The results of the expert user workshop found that surface (or litter) and near-surface cover and continuity metrics were the most important fuel structure metrics for fire spread in shrublands. Despite this strong recommendation by experts, only one of the empirical fire models reviewed used near-surface fuel as a predictor of fire spread [13] and one notes that near-surface fuel continuity is “key to accurately predicting fire sustainability” but uses overstorey cover as a fuel parameter [12]. Near-surface fuel metrics are considered difficult to assess in situ [12]. However, considering the results of the workshops and the literature combined, future fire studies in mallee should still attempt to quantify the influence of near-surface fuel on fire behaviour.

Canopy metrics were ranked low by experts during the workshop, and this contrasts with the importance of canopy height and cover used in models such as the semi-arid mallee and generic shrubland models. Canopy cover has a negative effect on fire behaviour possibly due to the effect on wind speed in subcanopy fires and influence on litter and lower shrub fuels [12,13]. This apparent conflict of importance in canopy metrics between the workshop results and the literature can possibly be explained by the note by the authors that the canopy cover is a surrogate for other more complex fuel metrics [12,13,48].

4.2. Vertical Fuel Continuity Metrics

Previous fire modelling studies in shrublands have tended to use height estimates as the only measure of vertical fuel structures. However, vertical continuity metrics have been used for operational fire models in other fuel types to model the transition from surface fire to crown fire [79,80]. The comments from expert workshop participants and a review of the literature on similar vegetation types [12] indicate that the transition to crown fire is a critical phase in fire behaviour for shrublands. Feedback from the expert workshop indicate that gaps between fuel strata as the most important vertical fuel metric from the options provided. This aligns with Cruz et al. [79] and Cruz et al. [80], who used fuel strata gaps as an input for a crown fire threshold model, albeit in pine forests. There is an overlap of model authors and workshop participants and caution is needed when interpreting these results due to potential double counting of metrics which were considered important in both the literature and workshop results. The overlap between workshop participants and model authors was somewhat unavoidable, as the researchers who have published fire spread models for shrublands were also the most suitable to participate in the workshop. Although not presented to the workshop participants, an alternative metric is the average height of the near-surface and elevated fuel strata weighted by the percent cover of the respective layer [81].

There is no clear consensus in the literature about why this apparent conflict in anecdotal observations of fuel drivers and parameters used in shrubland fire spread models has occurred. One possibility is that continuity metrics are more difficult or time consuming to assess, and an element of pragmatism is required in fire modelling.

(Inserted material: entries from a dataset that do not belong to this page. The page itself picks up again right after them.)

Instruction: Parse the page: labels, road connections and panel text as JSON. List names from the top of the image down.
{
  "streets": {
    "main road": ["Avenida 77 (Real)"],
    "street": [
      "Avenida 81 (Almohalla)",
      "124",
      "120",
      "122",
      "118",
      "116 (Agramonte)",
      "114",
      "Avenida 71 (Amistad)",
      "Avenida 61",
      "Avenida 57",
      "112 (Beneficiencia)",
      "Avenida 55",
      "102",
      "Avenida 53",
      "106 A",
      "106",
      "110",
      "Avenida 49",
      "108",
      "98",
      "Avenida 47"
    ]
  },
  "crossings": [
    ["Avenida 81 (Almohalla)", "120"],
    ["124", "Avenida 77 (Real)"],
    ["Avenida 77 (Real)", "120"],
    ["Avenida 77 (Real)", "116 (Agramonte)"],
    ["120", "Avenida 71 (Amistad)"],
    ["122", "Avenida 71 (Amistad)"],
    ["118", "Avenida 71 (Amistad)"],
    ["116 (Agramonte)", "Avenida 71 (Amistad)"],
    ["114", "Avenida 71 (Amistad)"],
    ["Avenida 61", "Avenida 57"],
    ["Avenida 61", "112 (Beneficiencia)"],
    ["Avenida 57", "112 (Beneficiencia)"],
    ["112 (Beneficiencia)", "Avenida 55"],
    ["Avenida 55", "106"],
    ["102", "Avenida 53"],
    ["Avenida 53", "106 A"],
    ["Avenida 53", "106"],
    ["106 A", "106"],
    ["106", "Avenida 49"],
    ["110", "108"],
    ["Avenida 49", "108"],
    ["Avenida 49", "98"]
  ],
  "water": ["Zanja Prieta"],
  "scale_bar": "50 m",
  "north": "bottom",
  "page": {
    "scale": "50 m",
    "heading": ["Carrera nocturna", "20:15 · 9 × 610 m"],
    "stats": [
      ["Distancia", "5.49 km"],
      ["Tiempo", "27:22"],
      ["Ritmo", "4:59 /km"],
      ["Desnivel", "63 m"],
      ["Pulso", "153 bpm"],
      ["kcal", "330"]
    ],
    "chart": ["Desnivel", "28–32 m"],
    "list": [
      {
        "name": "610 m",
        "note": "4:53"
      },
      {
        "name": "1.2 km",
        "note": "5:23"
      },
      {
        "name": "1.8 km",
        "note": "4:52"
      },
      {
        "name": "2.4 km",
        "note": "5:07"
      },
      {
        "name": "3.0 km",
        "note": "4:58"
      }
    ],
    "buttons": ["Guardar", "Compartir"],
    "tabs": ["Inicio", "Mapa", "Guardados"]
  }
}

Difficulty in consistent assessment by observers could lead to high variation and lower accuracy, which would mean that other fuel metrics are more significant in model development [74]. In studies which incorporate various data sources, the lack of consistent methods also tends to exclude some metrics from being candidates [48]. The time and cost of collection may also contribute to the selection of other fuel structure metrics in shrubland fire models.

4.3. Bulk Density Metrics

Bulk density can be calculated from height, cover, and load measurements and is a logical way of combining these three metrics into a single metric. Increasing bulk density has been found to decrease the rate of spread and is used in alternative models for several studies [41,48,55,82]; however, given the correlation to fuel load and cover, it can also increase the likelihood of sustained fire spread and crown fire. Bulk density is also the primary fuel structure variable used in the Rothermel model [23] and is usually derived from fuel loading (weight per unit area) and fuel bed height [28].

Despite this seemingly useful way of describing complex fuel structures, it was not rated as high in expert workshops. During the expert workshops, it was observed that researchers had a better understanding of the definition and role of fuel bulk density in influencing fire behaviour than practitioners. Expert practitioners (from Australia) were generally not used to using the term or conceptualising fuel structure in terms of bulk density. This may have resulted in lower scoring for bulk density metrics, considering that height, load, and cover metrics are essentially combined to make a single bulk density metric.

Physical fire models have been used to study the influence of fuel on fire spread [83,84,85]. Physical fire models continue to improve through the inclusion of additional data describing physical processes and become cheaper and faster to run [86,87,88,89]. However, field experiments and direct or indirect measurement of fuels will continue to play a key role in validation, whether for an empirical or physical model.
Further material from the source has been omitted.